UnityShots: 记忆驱动的多镜头音视频生成与边界感知门控
UnityShots: Memory-Driven Multi-Shot Audio-Video Generation with Boundary-Aware Gating
June 19, 2026
作者: Jiehui Huang, Yuechen Zhang, Bin Xia, Jiahao Wang, Xu He, Zhenchao Tang, Meng Chu, Xin Tao, Pengfei Wan, Jiaya Jia
cs.AI
摘要
生成连贯的多镜头视频需要结构化的跨镜头记忆。主体外观、场景上下文和说话者身份必须在镜头切换间保持一致。现有方法要么在固定长度的序列上进行端到端训练且无法扩展,要么通过线性增长的记忆库逐镜头生成,要么在缺乏多镜头感知基础架构的情况下,借助大语言模型规划器编排预训练生成器。我们提出UnityShots,这是一种基于LTX-2.3构建的、由记忆驱动的多镜头音视频生成系统,并在标注过的电影和音乐视频镜头上进行训练。视频流中维护两个固定大小的槽位:一个锚定于开场镜头的长期记忆槽位,以及一个存储紧邻前一镜头尾部的短期记忆槽位。两者在每个镜头切换时通过融合视觉切分概率与节拍追踪信号的边界条件门控进行更新。音频流在每个镜头输入一个参考说话者标记,以在不使用滑动音频库的情况下保留音色。通过自适应层归一化学习到的离散切分类型先验,成为推理阶段控制过渡强度的可调节参数。我们发布了一个包含200个多文化、多镜头序列的基准数据集,涵盖六个民族地区和十种以上语言,同时提供每个镜头的参考身份、参考音频以及每个镜头边界的过渡标签。在图像到视频、文本到视频和参考到视频三种条件模式下评估,UnityShots在所有跨镜头连贯性指标上均领先于开源基线,并在多镜头评估维度上媲美最强闭源系统。
English
Generating a coherent multi-shot video requires structured cross-shot memory. Subject appearance, scene context, and speaker identity must persist across cuts. Existing approaches either train end-to-end over fixed-length sequences and cannot scale, generate shot-by-shot with memory banks that grow linearly, or orchestrate pretrained generators under an LLM planner without a multi-shot-aware backbone. We present UnityShots, a memory-driven multi-shot audio-video generation system built on LTX-2.3, trained on annotated cinematic and music-video shots. The video stream maintains two fixed-size slots, a long-term memory (LTM) slot anchored to the opening shot and a short-term memory (STM) slot holding the immediately preceding tail, both updated at every cut by a boundary-conditioned gate that fuses visual cut probability and beat-tracker signals. The audio stream injects a reference speaker token at every shot to preserve vocal timbre without a sliding audio bank. A discrete cut-type prior, learned through AdaLN, becomes an inference-time control knob over transition strength.
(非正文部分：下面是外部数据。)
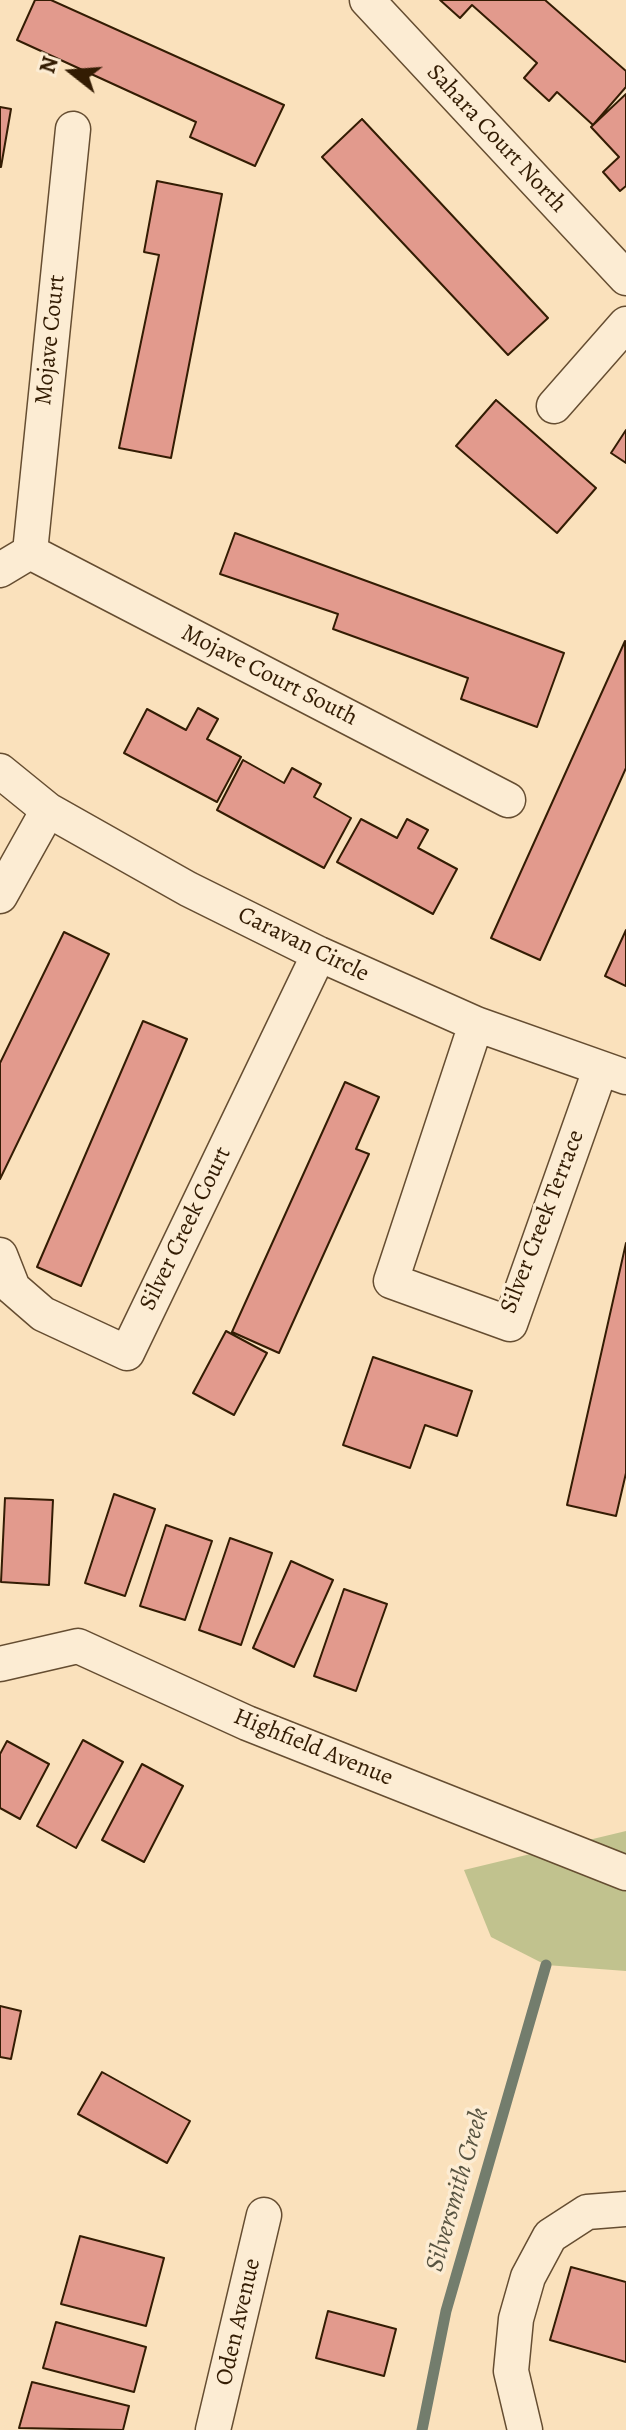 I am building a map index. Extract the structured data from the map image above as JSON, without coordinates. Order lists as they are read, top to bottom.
{
  "streets": {
    "street": [
      "Sahara Court North",
      "Mojave Court",
      "Mojave Court South",
      "Caravan Circle",
      "Silver Creek Terrace",
      "Silver Creek Court",
      "Highfield Avenue",
      "Oden Avenue"
    ]
  },
  "crossings": [
    ["Mojave Court", "Mojave Court South"],
    ["Caravan Circle", "Silver Creek Terrace"],
    ["Caravan Circle", "Silver Creek Court"]
  ],
  "water": ["Silversmith Creek"],
  "north": "left"
}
We release a benchmark of 200 multi-cultural multi-shot sequences spanning six ethnic regions and ten or more languages, with per-shot reference identities, reference audio, and per-boundary transition labels. Evaluated across I2V, T2V, and R2V conditioning modes, UnityShots leads open-source baselines on every cross-shot coherence metric and matches the strongest closed-source system on the multi-shot axes.